All of lore.kernel.org
 help / color / mirror / Atom feed
From: KAMEZAWA Hiroyuki <kamezawa.hiroyu@jp.fujitsu.com>
To: Johannes Weiner <jweiner@redhat.com>
Cc: Andrew Morton <akpm@linux-foundation.org>,
	Daisuke Nishimura <nishimura@mxp.nes.nec.co.jp>,
	Balbir Singh <bsingharora@gmail.com>,
	Andrew Brestic <abrestic@google.com>,
	Ying Han <yinghan@google.com>, Michal Hocko <mhocko@suse.cz>,
	linux-mm@kvack.org, linux-kernel@vger.kernel.org
Subject: Re: [patch] Revert "memcg: add memory.vmscan_stat"
Date: Tue, 30 Aug 2011 10:12:33 +0900	[thread overview]
Message-ID: <20110830101233.ae416284.kamezawa.hiroyu@jp.fujitsu.com> (raw)
In-Reply-To: <20110829155113.GA21661@redhat.com>

On Mon, 29 Aug 2011 17:51:13 +0200
Johannes Weiner <jweiner@redhat.com> wrote:

> On Tue, Aug 09, 2011 at 08:33:45AM +0900, KAMEZAWA Hiroyuki wrote:
> > On Mon, 8 Aug 2011 14:43:33 +0200
> > Johannes Weiner <jweiner@redhat.com> wrote:
> > 
> > > On Fri, Jul 22, 2011 at 05:15:40PM +0900, KAMEZAWA Hiroyuki wrote:
> > > > +When under_hierarchy is added in the tail, the number indicates the
> > > > +total memcg scan of its children and itself.
> > > 
> > > In your implementation, statistics are only accounted to the memcg
> > > triggering the limit and the respectively scanned memcgs.
> > > 
> > > Consider the following setup:
> > > 
> > >         A
> > >        / \
> > >       B   C
> > >      /
> > >     D
> > > 
> > > If D tries to charge but hits the limit of A, then B's hierarchy
> > > counters do not reflect the reclaim activity resulting in D.
> > > 
> > yes, as I expected.
> 
> Andrew,
> 
> with a flawed design, the author unwilling to fix it, and two NAKs,
> can we please revert this before the release?
> 

How about this ?
==
Now, vmscan_stat's hierarchy counter just counts scan data which
is caused by the owner of limits.

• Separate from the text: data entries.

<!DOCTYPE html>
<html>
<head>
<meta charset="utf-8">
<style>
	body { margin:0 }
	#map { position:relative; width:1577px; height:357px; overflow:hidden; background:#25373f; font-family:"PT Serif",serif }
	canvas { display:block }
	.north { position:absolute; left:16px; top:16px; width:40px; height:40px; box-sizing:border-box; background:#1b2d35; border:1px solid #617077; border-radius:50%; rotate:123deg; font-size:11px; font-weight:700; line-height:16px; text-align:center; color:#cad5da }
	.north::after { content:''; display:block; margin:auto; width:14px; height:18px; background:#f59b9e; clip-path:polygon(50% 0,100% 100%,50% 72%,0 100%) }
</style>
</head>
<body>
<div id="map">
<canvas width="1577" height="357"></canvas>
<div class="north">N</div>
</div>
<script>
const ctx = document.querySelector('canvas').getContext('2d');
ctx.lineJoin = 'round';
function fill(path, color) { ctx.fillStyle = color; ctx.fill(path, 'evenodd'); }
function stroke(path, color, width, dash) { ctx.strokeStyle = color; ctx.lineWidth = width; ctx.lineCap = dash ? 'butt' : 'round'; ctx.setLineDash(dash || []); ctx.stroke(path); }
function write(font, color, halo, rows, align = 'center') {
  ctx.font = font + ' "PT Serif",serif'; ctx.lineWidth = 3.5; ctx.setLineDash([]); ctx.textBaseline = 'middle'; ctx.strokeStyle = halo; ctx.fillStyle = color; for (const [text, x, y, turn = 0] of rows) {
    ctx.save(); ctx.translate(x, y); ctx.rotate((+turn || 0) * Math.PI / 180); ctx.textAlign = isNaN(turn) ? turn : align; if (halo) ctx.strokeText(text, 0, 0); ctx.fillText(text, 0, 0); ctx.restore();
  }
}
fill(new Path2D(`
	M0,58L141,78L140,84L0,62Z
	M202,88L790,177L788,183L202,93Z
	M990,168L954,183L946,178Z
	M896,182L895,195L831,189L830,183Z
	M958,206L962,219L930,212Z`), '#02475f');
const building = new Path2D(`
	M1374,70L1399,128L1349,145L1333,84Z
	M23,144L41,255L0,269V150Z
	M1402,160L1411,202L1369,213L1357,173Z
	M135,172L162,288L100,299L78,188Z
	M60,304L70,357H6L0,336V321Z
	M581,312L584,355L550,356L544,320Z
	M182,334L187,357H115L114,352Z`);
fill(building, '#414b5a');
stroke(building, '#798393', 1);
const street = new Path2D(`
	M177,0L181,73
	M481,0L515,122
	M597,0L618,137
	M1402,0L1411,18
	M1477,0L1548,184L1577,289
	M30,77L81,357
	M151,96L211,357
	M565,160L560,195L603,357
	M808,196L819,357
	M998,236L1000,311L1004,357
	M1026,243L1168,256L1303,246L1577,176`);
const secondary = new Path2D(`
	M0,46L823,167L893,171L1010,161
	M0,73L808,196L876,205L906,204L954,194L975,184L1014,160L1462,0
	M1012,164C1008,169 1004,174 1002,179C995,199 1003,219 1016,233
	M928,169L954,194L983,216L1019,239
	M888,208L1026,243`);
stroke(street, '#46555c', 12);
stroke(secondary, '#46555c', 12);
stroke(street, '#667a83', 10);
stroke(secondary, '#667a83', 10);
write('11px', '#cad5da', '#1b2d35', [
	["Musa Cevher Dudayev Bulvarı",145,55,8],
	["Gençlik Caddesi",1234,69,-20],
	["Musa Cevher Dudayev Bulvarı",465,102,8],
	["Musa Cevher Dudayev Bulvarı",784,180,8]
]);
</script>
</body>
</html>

Then, it's not 'hierarchical'
as other parts of memcg does.

For example, Assuming following hierarchy

	A
       /
      B
     /
    C

When B,C, is scanned because of A's limit, vmscan_stat's
hierarchy accounting does
   A's hierarchy scan = A'scan + B'scan + C'scan
   B's hierarchy scan = 0
   C's hierarchy scan = 0
This first design was because the author considered C's
scan is caused by A. But considering interface compatibility,
following is natural.

  A's hierarchy scan = A'scan + B'scan + C'scan
  B's hierarchy scan = B'scan + C'scan
  C's hierarchy scan = C'scan

This patch changes counting implementation.

Suggested-by: Johannes Weiner <jweiner@redhat.com>
Signed-off-by: KAMEZAWA Hiroyuki <kamezawa.hiroyu@jp.fujitsu.com>
---
 mm/memcontrol.c |   28 ++++++++++++++++++----------
 1 file changed, 18 insertions(+), 10 deletions(-)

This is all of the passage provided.